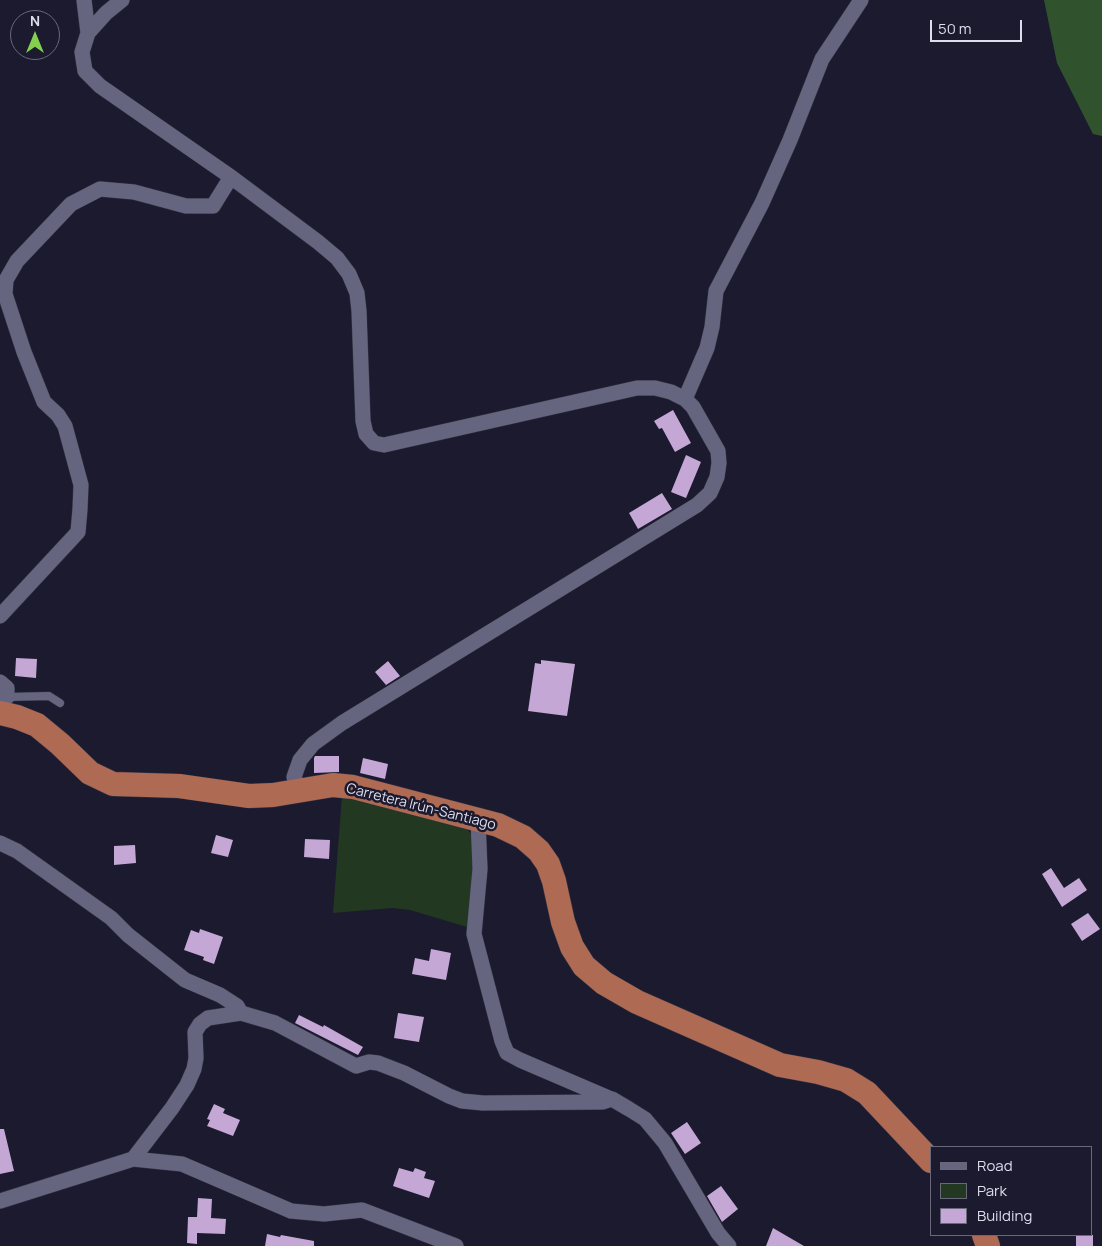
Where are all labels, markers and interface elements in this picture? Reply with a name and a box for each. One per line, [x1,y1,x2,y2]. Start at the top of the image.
north arrow [10,10,60,60]
scale bar [932,10,1024,42]
text: N [30,11,40,30]
text: 50 m [938,18,972,39]
street label: Carretera Irún-Santiago [344,780,498,834]
legend [930,1146,1092,1236]
text: Road [977,1155,1013,1176]
text: Park [977,1180,1007,1201]
text: Building [977,1205,1032,1226]

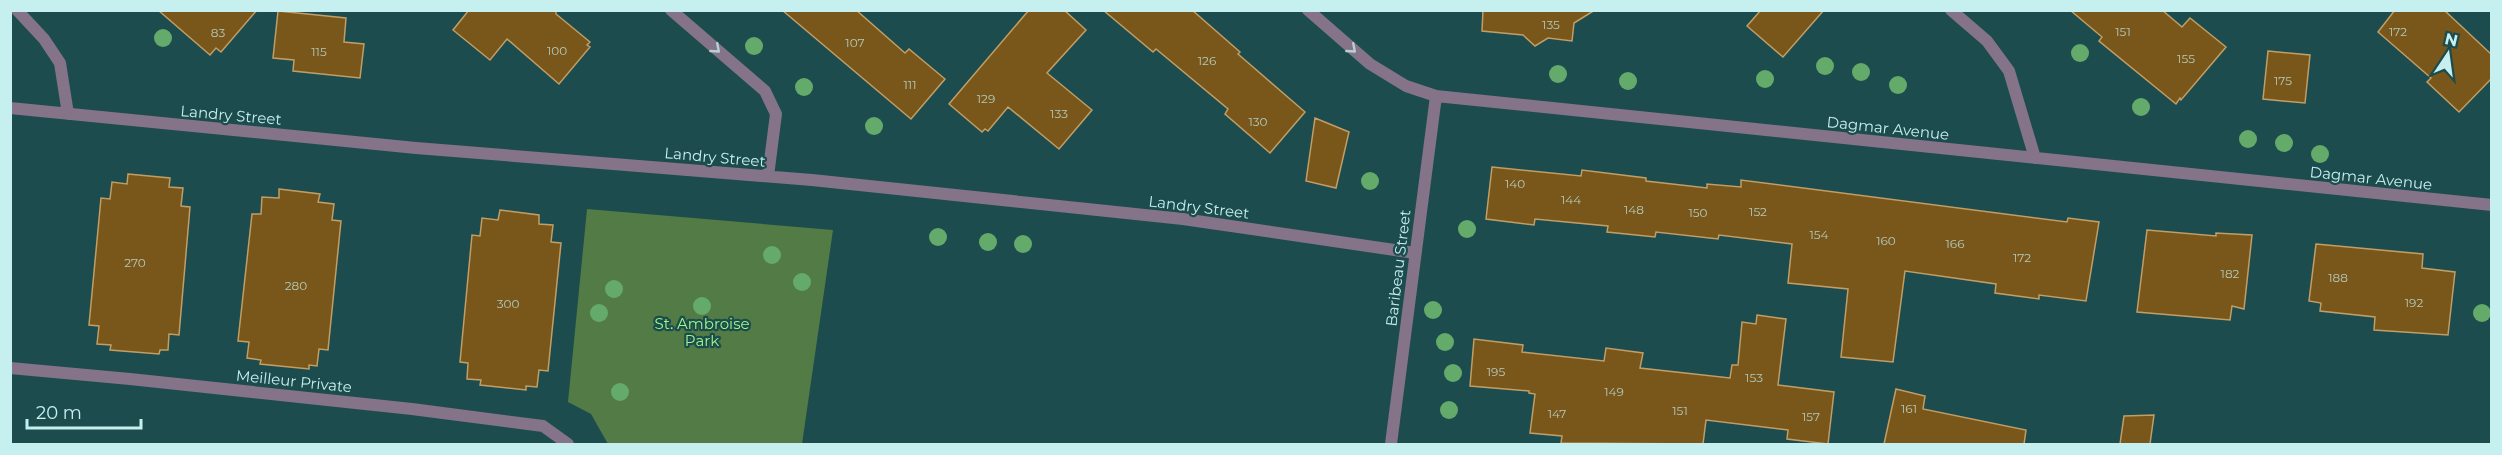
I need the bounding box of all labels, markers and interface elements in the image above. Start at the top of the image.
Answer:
house number: 135 [1542,17,1560,32]
house number: 151 [2115,24,2131,39]
house number: 172 [2389,24,2407,39]
north arrow [2418,24,2478,84]
house number: 83 [211,25,225,40]
text: N [2443,29,2460,51]
house number: 107 [845,35,865,50]
one-way arrow [709,41,720,52]
one-way arrow [1345,41,1356,52]
house number: 100 [547,43,567,58]
house number: 115 [311,44,327,59]
house number: 155 [2177,51,2195,66]
house number: 126 [1198,53,1216,68]
house number: 175 [2274,73,2292,88]
house number: 111 [904,77,917,92]
house number: 129 [977,91,995,106]
street label: Landry Street [180,101,282,129]
house number: 133 [1050,106,1068,121]
street label: Dagmar Avenue [1826,112,1950,144]
house number: 130 [1248,114,1268,129]
street label: Landry Street [664,143,766,171]
street label: Dagmar Avenue [2309,162,2433,194]
house number: 140 [1505,176,1525,191]
street label: Landry Street [1148,191,1250,223]
house number: 144 [1561,192,1581,207]
house number: 148 [1624,202,1644,217]
house number: 152 [1749,204,1767,219]
house number: 150 [1688,205,1708,220]
street label: Baribeau Street [1381,209,1415,327]
house number: 154 [1809,227,1829,242]
house number: 160 [1876,233,1896,248]
house number: 166 [1946,236,1964,251]
house number: 172 [2013,250,2031,265]
house number: 270 [124,255,146,270]
house number: 182 [2221,266,2240,281]
house number: 188 [2328,270,2348,285]
house number: 280 [285,278,307,293]
house number: 192 [2405,295,2423,310]
house number: 300 [497,296,519,311]
park label: St. Ambroise Park [654,314,750,350]
house number: 195 [1487,364,1505,379]
street label: Meilleur Private [235,365,353,397]
house number: 153 [1745,370,1763,385]
house number: 149 [1604,384,1624,399]
scale bar [27,392,141,430]
house number: 161 [1901,401,1917,416]
text: 20 m [36,402,82,424]
house number: 151 [1672,403,1688,418]
house number: 147 [1548,406,1566,421]
house number: 157 [1802,409,1820,424]

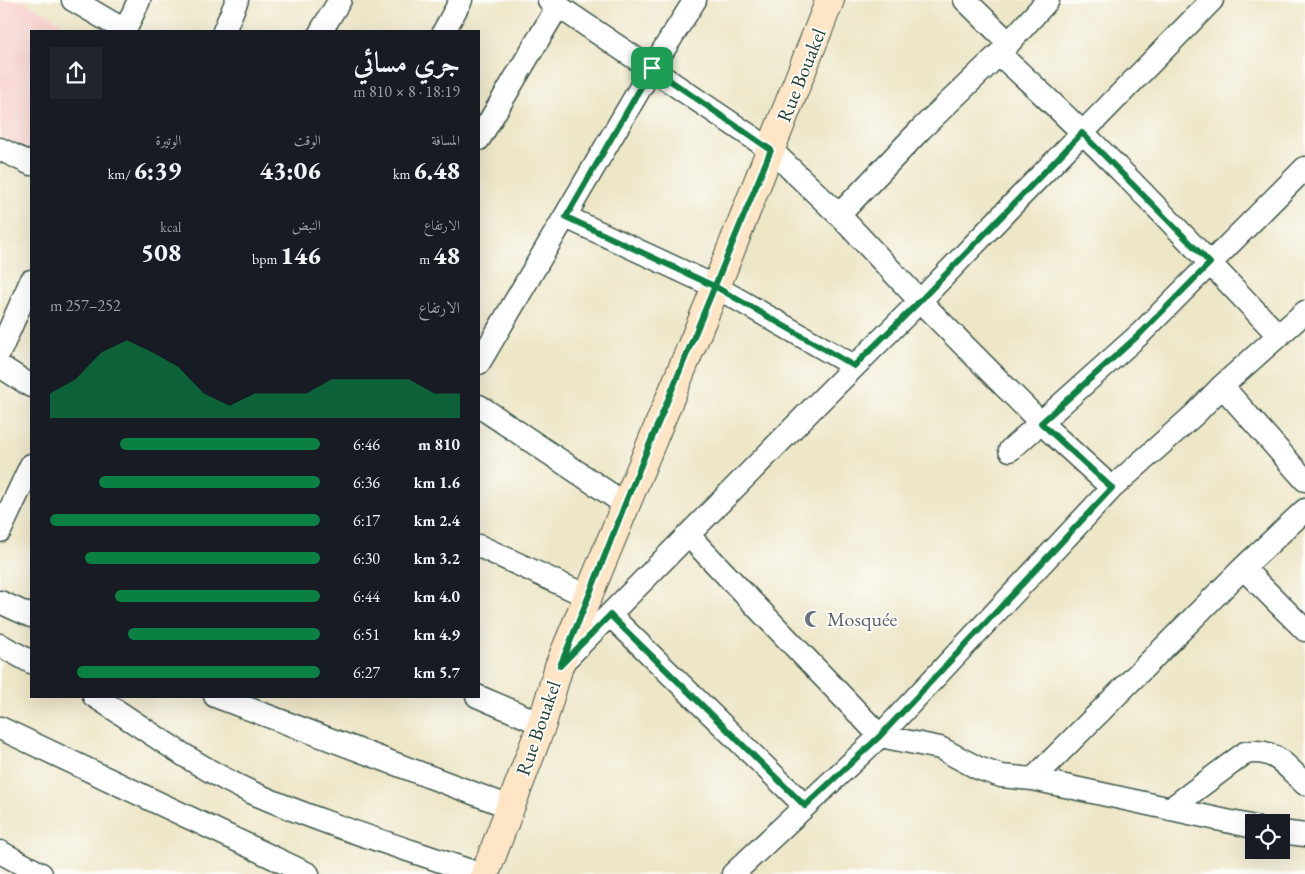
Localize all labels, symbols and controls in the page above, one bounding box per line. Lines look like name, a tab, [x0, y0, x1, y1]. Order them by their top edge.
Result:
street label: Rue Bouakel	[770, 24, 832, 126]
text: جري مسائي	[353, 44, 460, 80]
button: share	[50, 47, 102, 99]
pin	[631, 47, 673, 89]
icon: arrive	[638, 54, 666, 82]
text: 18:19 · 8 × 810 m	[353, 81, 460, 102]
text: الوتيرة	[156, 131, 181, 149]
text: الوقت	[294, 131, 321, 149]
text: المسافة	[431, 131, 460, 149]
text: 6:39	[134, 154, 181, 186]
text: 43:06	[259, 154, 321, 186]
text: 6.48	[413, 154, 460, 186]
text: /km	[108, 165, 134, 183]
text: km	[393, 165, 413, 183]
text: النبض	[292, 216, 321, 234]
text: الارتفاع	[424, 216, 460, 234]
text: kcal	[160, 218, 181, 236]
text: 508	[141, 236, 181, 268]
text: 146	[280, 239, 321, 271]
text: 48	[433, 239, 460, 271]
text: bpm	[252, 250, 280, 268]
text: m	[419, 250, 433, 268]
text: 252–257 m	[50, 295, 121, 316]
text: الارتفاع	[418, 297, 460, 318]
text: 6:46	[353, 434, 380, 455]
text: 810 m	[418, 434, 460, 455]
text: 6:36	[353, 472, 380, 493]
text: 1.6 km	[414, 472, 460, 493]
text: 6:17	[353, 510, 380, 531]
text: 2.4 km	[414, 510, 460, 531]
text: 6:30	[353, 548, 380, 569]
text: 3.2 km	[414, 548, 460, 569]
text: 6:44	[353, 586, 380, 607]
text: 4.0 km	[414, 586, 460, 607]
place label: Mosquée	[827, 606, 898, 632]
mosque icon: Mosquée	[803, 609, 823, 629]
text: 6:51	[353, 624, 380, 645]
text: 4.9 km	[414, 624, 460, 645]
text: 6:27	[353, 662, 380, 683]
text: 5.7 km	[414, 662, 460, 683]
street label: Rue Bouakel	[510, 677, 566, 779]
map controls	[1245, 814, 1290, 859]
button: locate	[1245, 814, 1290, 859]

HOW TO COMPLETE THIS TASK ->
Strip out the pictures and repeat the listing above exactly.

OUTPUT OF THE TASK ->
Where are all labels, markers and interface elements in this picture? Reply with a name and a box for each. One per line, [x1,y1,x2,y2]. Start at the top of the image.
north arrow [10,10,60,60]
scale bar [932,10,1024,42]
text: N [30,11,40,30]
text: 50 m [938,18,972,39]
street label: Carretera Irún-Santiago [344,780,498,834]
legend [930,1146,1092,1236]
text: Road [977,1155,1013,1176]
text: Park [977,1180,1007,1201]
text: Building [977,1205,1032,1226]

I need the bounding box of all labels, markers and interface elements in the image above. Start at the top of the image.
Answer:
house number: 135 [1542,17,1560,32]
house number: 151 [2115,24,2131,39]
house number: 172 [2389,24,2407,39]
north arrow [2418,24,2478,84]
house number: 83 [211,25,225,40]
text: N [2443,29,2460,51]
house number: 107 [845,35,865,50]
one-way arrow [709,41,720,52]
one-way arrow [1345,41,1356,52]
house number: 100 [547,43,567,58]
house number: 115 [311,44,327,59]
house number: 155 [2177,51,2195,66]
house number: 126 [1198,53,1216,68]
house number: 175 [2274,73,2292,88]
house number: 111 [904,77,917,92]
house number: 129 [977,91,995,106]
street label: Landry Street [180,101,282,129]
house number: 133 [1050,106,1068,121]
street label: Dagmar Avenue [1826,112,1950,144]
house number: 130 [1248,114,1268,129]
street label: Landry Street [664,143,766,171]
street label: Dagmar Avenue [2309,162,2433,194]
house number: 140 [1505,176,1525,191]
street label: Landry Street [1148,191,1250,223]
house number: 144 [1561,192,1581,207]
house number: 148 [1624,202,1644,217]
house number: 152 [1749,204,1767,219]
house number: 150 [1688,205,1708,220]
street label: Baribeau Street [1381,209,1415,327]
house number: 154 [1809,227,1829,242]
house number: 160 [1876,233,1896,248]
house number: 166 [1946,236,1964,251]
house number: 172 [2013,250,2031,265]
house number: 270 [124,255,146,270]
house number: 182 [2221,266,2240,281]
house number: 188 [2328,270,2348,285]
house number: 280 [285,278,307,293]
house number: 192 [2405,295,2423,310]
house number: 300 [497,296,519,311]
park label: St. Ambroise Park [654,314,750,350]
house number: 195 [1487,364,1505,379]
street label: Meilleur Private [235,365,353,397]
house number: 153 [1745,370,1763,385]
house number: 149 [1604,384,1624,399]
scale bar [27,392,141,430]
house number: 161 [1901,401,1917,416]
text: 20 m [36,402,82,424]
house number: 151 [1672,403,1688,418]
house number: 147 [1548,406,1566,421]
house number: 157 [1802,409,1820,424]

Localize all labels, symbols and controls in the page above, one bounding box per line. Lines look like name, a tab, [x0, y0, x1, y1]. Order them by their top edge.
Result:
street label: Rue Bouakel	[770, 24, 832, 126]
text: جري مسائي	[353, 44, 460, 80]
button: share	[50, 47, 102, 99]
pin	[631, 47, 673, 89]
icon: arrive	[638, 54, 666, 82]
text: 18:19 · 8 × 810 m	[353, 81, 460, 102]
text: الوتيرة	[156, 131, 181, 149]
text: الوقت	[294, 131, 321, 149]
text: المسافة	[431, 131, 460, 149]
text: 6:39	[134, 154, 181, 186]
text: 43:06	[259, 154, 321, 186]
text: 6.48	[413, 154, 460, 186]
text: /km	[108, 165, 134, 183]
text: km	[393, 165, 413, 183]
text: النبض	[292, 216, 321, 234]
text: الارتفاع	[424, 216, 460, 234]
text: kcal	[160, 218, 181, 236]
text: 508	[141, 236, 181, 268]
text: 146	[280, 239, 321, 271]
text: 48	[433, 239, 460, 271]
text: bpm	[252, 250, 280, 268]
text: m	[419, 250, 433, 268]
text: 252–257 m	[50, 295, 121, 316]
text: الارتفاع	[418, 297, 460, 318]
text: 6:46	[353, 434, 380, 455]
text: 810 m	[418, 434, 460, 455]
text: 6:36	[353, 472, 380, 493]
text: 1.6 km	[414, 472, 460, 493]
text: 6:17	[353, 510, 380, 531]
text: 2.4 km	[414, 510, 460, 531]
text: 6:30	[353, 548, 380, 569]
text: 3.2 km	[414, 548, 460, 569]
text: 6:44	[353, 586, 380, 607]
text: 4.0 km	[414, 586, 460, 607]
place label: Mosquée	[827, 606, 898, 632]
mosque icon: Mosquée	[803, 609, 823, 629]
text: 6:51	[353, 624, 380, 645]
text: 4.9 km	[414, 624, 460, 645]
text: 6:27	[353, 662, 380, 683]
text: 5.7 km	[414, 662, 460, 683]
street label: Rue Bouakel	[510, 677, 566, 779]
map controls	[1245, 814, 1290, 859]
button: locate	[1245, 814, 1290, 859]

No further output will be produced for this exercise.